What you will do: Print the listing below exactly, leaving nothing out.

Input material:

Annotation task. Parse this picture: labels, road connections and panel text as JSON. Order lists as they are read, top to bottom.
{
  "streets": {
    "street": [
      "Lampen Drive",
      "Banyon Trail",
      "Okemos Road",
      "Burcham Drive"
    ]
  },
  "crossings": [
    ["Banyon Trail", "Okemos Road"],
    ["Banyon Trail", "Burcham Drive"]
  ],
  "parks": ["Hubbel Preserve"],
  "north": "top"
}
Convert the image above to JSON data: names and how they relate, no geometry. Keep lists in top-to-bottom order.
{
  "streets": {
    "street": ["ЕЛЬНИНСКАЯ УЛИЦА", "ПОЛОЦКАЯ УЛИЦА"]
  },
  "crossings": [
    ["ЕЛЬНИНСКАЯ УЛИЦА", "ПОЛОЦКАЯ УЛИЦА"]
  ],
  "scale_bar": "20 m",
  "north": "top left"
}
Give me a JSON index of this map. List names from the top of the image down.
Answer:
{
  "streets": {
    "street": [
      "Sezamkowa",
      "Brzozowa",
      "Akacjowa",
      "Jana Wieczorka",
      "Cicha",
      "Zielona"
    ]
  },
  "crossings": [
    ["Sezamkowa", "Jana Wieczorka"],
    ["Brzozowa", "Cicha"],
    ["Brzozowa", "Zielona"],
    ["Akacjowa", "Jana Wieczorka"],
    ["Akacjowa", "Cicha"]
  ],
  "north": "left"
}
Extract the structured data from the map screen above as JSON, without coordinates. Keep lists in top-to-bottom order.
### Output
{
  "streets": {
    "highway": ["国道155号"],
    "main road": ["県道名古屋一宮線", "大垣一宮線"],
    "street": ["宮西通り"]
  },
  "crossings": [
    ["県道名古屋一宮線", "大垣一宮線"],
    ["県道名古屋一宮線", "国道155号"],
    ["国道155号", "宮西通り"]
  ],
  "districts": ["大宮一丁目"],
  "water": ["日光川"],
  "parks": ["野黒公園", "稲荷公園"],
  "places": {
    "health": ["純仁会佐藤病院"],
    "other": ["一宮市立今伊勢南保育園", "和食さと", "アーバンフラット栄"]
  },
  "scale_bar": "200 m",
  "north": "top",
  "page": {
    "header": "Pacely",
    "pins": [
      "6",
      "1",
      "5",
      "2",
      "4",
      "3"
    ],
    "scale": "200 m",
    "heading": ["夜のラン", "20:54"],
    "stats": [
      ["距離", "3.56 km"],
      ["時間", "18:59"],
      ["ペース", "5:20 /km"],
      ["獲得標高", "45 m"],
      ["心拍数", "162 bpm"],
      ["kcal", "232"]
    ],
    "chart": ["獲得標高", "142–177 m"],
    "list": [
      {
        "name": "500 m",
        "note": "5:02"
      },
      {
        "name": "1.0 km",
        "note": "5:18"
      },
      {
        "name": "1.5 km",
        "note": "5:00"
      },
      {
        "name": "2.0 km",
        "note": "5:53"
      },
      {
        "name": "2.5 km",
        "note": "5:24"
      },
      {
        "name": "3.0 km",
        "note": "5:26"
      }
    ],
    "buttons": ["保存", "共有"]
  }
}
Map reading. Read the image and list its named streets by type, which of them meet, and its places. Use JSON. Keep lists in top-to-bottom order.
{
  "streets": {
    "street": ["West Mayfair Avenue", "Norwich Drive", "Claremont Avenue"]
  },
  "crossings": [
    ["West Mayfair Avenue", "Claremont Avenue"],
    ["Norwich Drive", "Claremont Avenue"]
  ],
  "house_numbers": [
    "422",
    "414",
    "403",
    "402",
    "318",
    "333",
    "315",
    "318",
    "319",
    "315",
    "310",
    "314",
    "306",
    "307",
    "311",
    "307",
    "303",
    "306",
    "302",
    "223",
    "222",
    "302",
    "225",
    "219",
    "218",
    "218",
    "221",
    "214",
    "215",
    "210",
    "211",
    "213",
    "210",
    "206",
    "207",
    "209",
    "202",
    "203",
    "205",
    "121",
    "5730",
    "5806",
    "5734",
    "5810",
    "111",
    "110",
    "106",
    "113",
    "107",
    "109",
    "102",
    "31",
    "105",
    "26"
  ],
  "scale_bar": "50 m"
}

Response to the exercise:
Annotation task. Parse this picture: labels, road connections and panel text as JSON. Order lists as they are read, top to bottom.
{
  "streets": {
    "street": [
      "Lampen Drive",
      "Banyon Trail",
      "Okemos Road",
      "Burcham Drive"
    ]
  },
  "crossings": [
    ["Banyon Trail", "Okemos Road"],
    ["Banyon Trail", "Burcham Drive"]
  ],
  "parks": ["Hubbel Preserve"],
  "north": "top"
}
Convert the image above to JSON data: names and how they relate, no geometry. Keep lists in top-to-bottom order.
{
  "streets": {
    "street": ["ЕЛЬНИНСКАЯ УЛИЦА", "ПОЛОЦКАЯ УЛИЦА"]
  },
  "crossings": [
    ["ЕЛЬНИНСКАЯ УЛИЦА", "ПОЛОЦКАЯ УЛИЦА"]
  ],
  "scale_bar": "20 m",
  "north": "top left"
}
Give me a JSON index of this map. List names from the top of the image down.
Answer:
{
  "streets": {
    "street": [
      "Sezamkowa",
      "Brzozowa",
      "Akacjowa",
      "Jana Wieczorka",
      "Cicha",
      "Zielona"
    ]
  },
  "crossings": [
    ["Sezamkowa", "Jana Wieczorka"],
    ["Brzozowa", "Cicha"],
    ["Brzozowa", "Zielona"],
    ["Akacjowa", "Jana Wieczorka"],
    ["Akacjowa", "Cicha"]
  ],
  "north": "left"
}
Extract the structured data from the map screen above as JSON, without coordinates. Keep lists in top-to-bottom order.
### Output
{
  "streets": {
    "highway": ["国道155号"],
    "main road": ["県道名古屋一宮線", "大垣一宮線"],
    "street": ["宮西通り"]
  },
  "crossings": [
    ["県道名古屋一宮線", "大垣一宮線"],
    ["県道名古屋一宮線", "国道155号"],
    ["国道155号", "宮西通り"]
  ],
  "districts": ["大宮一丁目"],
  "water": ["日光川"],
  "parks": ["野黒公園", "稲荷公園"],
  "places": {
    "health": ["純仁会佐藤病院"],
    "other": ["一宮市立今伊勢南保育園", "和食さと", "アーバンフラット栄"]
  },
  "scale_bar": "200 m",
  "north": "top",
  "page": {
    "header": "Pacely",
    "pins": [
      "6",
      "1",
      "5",
      "2",
      "4",
      "3"
    ],
    "scale": "200 m",
    "heading": ["夜のラン", "20:54"],
    "stats": [
      ["距離", "3.56 km"],
      ["時間", "18:59"],
      ["ペース", "5:20 /km"],
      ["獲得標高", "45 m"],
      ["心拍数", "162 bpm"],
      ["kcal", "232"]
    ],
    "chart": ["獲得標高", "142–177 m"],
    "list": [
      {
        "name": "500 m",
        "note": "5:02"
      },
      {
        "name": "1.0 km",
        "note": "5:18"
      },
      {
        "name": "1.5 km",
        "note": "5:00"
      },
      {
        "name": "2.0 km",
        "note": "5:53"
      },
      {
        "name": "2.5 km",
        "note": "5:24"
      },
      {
        "name": "3.0 km",
        "note": "5:26"
      }
    ],
    "buttons": ["保存", "共有"]
  }
}
Map reading. Read the image and list its named streets by type, which of them meet, and its places. Use JSON. Keep lists in top-to-bottom order.
{
  "streets": {
    "street": ["West Mayfair Avenue", "Norwich Drive", "Claremont Avenue"]
  },
  "crossings": [
    ["West Mayfair Avenue", "Claremont Avenue"],
    ["Norwich Drive", "Claremont Avenue"]
  ],
  "house_numbers": [
    "422",
    "414",
    "403",
    "402",
    "318",
    "333",
    "315",
    "318",
    "319",
    "315",
    "310",
    "314",
    "306",
    "307",
    "311",
    "307",
    "303",
    "306",
    "302",
    "223",
    "222",
    "302",
    "225",
    "219",
    "218",
    "218",
    "221",
    "214",
    "215",
    "210",
    "211",
    "213",
    "210",
    "206",
    "207",
    "209",
    "202",
    "203",
    "205",
    "121",
    "5730",
    "5806",
    "5734",
    "5810",
    "111",
    "110",
    "106",
    "113",
    "107",
    "109",
    "102",
    "31",
    "105",
    "26"
  ],
  "scale_bar": "50 m"
}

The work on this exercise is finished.